*WORK ITEM:* Every line below must be reproduced exactly; no pictures are to be included.

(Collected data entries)
*** Begin section ***
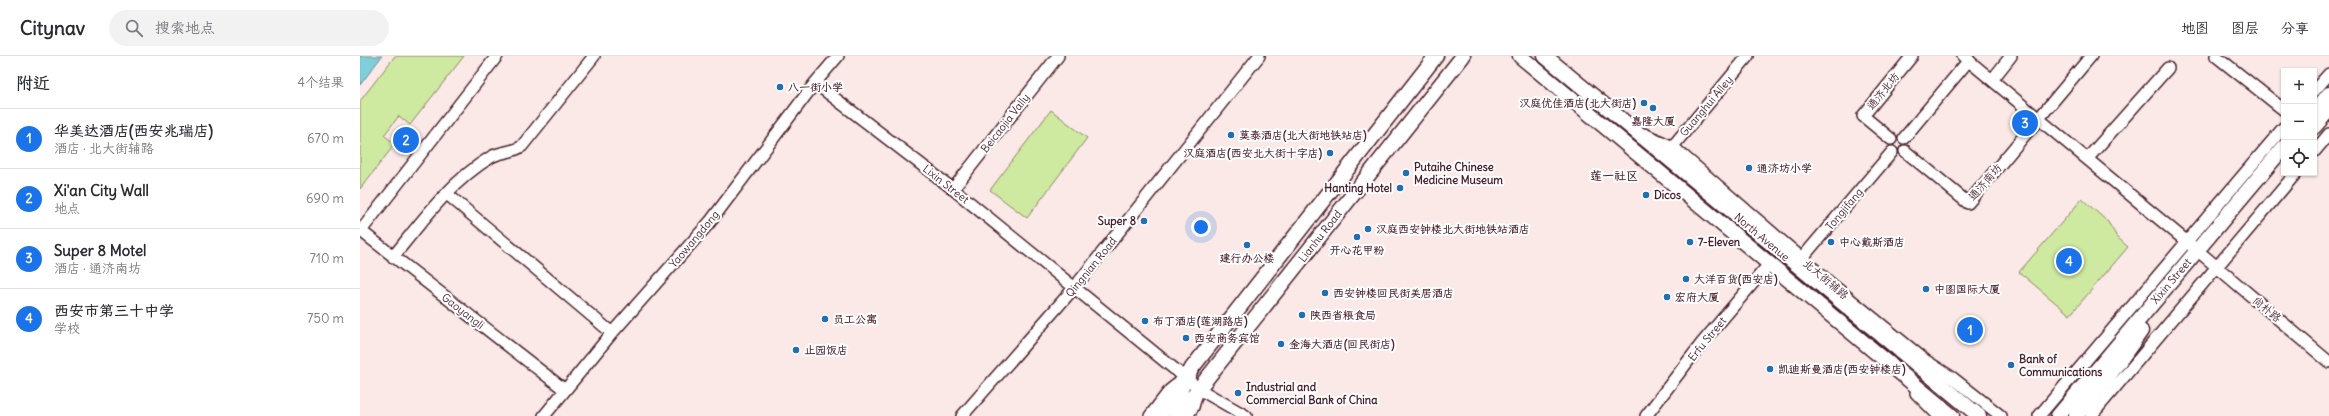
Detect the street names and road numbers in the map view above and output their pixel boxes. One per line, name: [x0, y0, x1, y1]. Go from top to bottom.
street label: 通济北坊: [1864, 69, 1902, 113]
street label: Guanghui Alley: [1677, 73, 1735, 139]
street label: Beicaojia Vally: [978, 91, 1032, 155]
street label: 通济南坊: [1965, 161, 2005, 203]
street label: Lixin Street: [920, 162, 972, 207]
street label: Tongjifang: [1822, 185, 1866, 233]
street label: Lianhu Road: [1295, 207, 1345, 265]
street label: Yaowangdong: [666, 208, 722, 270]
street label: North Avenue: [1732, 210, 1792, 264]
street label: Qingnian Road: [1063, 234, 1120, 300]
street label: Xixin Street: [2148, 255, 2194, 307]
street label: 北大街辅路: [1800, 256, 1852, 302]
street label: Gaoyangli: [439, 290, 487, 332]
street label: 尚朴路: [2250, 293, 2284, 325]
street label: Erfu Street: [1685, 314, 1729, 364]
*** End section ***
*YOUR SOLUTION:*
Detect the street names and road numbers in the map view above and output their pixel boxes. One per line, name: [x0, y0, x1, y1]. Go from top to bottom.
street label: 通济北坊: [1864, 69, 1902, 113]
street label: Guanghui Alley: [1677, 73, 1735, 139]
street label: Beicaojia Vally: [978, 91, 1032, 155]
street label: 通济南坊: [1965, 161, 2005, 203]
street label: Lixin Street: [920, 162, 972, 207]
street label: Tongjifang: [1822, 185, 1866, 233]
street label: Lianhu Road: [1295, 207, 1345, 265]
street label: Yaowangdong: [666, 208, 722, 270]
street label: North Avenue: [1732, 210, 1792, 264]
street label: Qingnian Road: [1063, 234, 1120, 300]
street label: Xixin Street: [2148, 255, 2194, 307]
street label: 北大街辅路: [1800, 256, 1852, 302]
street label: Gaoyangli: [439, 290, 487, 332]
street label: 尚朴路: [2250, 293, 2284, 325]
street label: Erfu Street: [1685, 314, 1729, 364]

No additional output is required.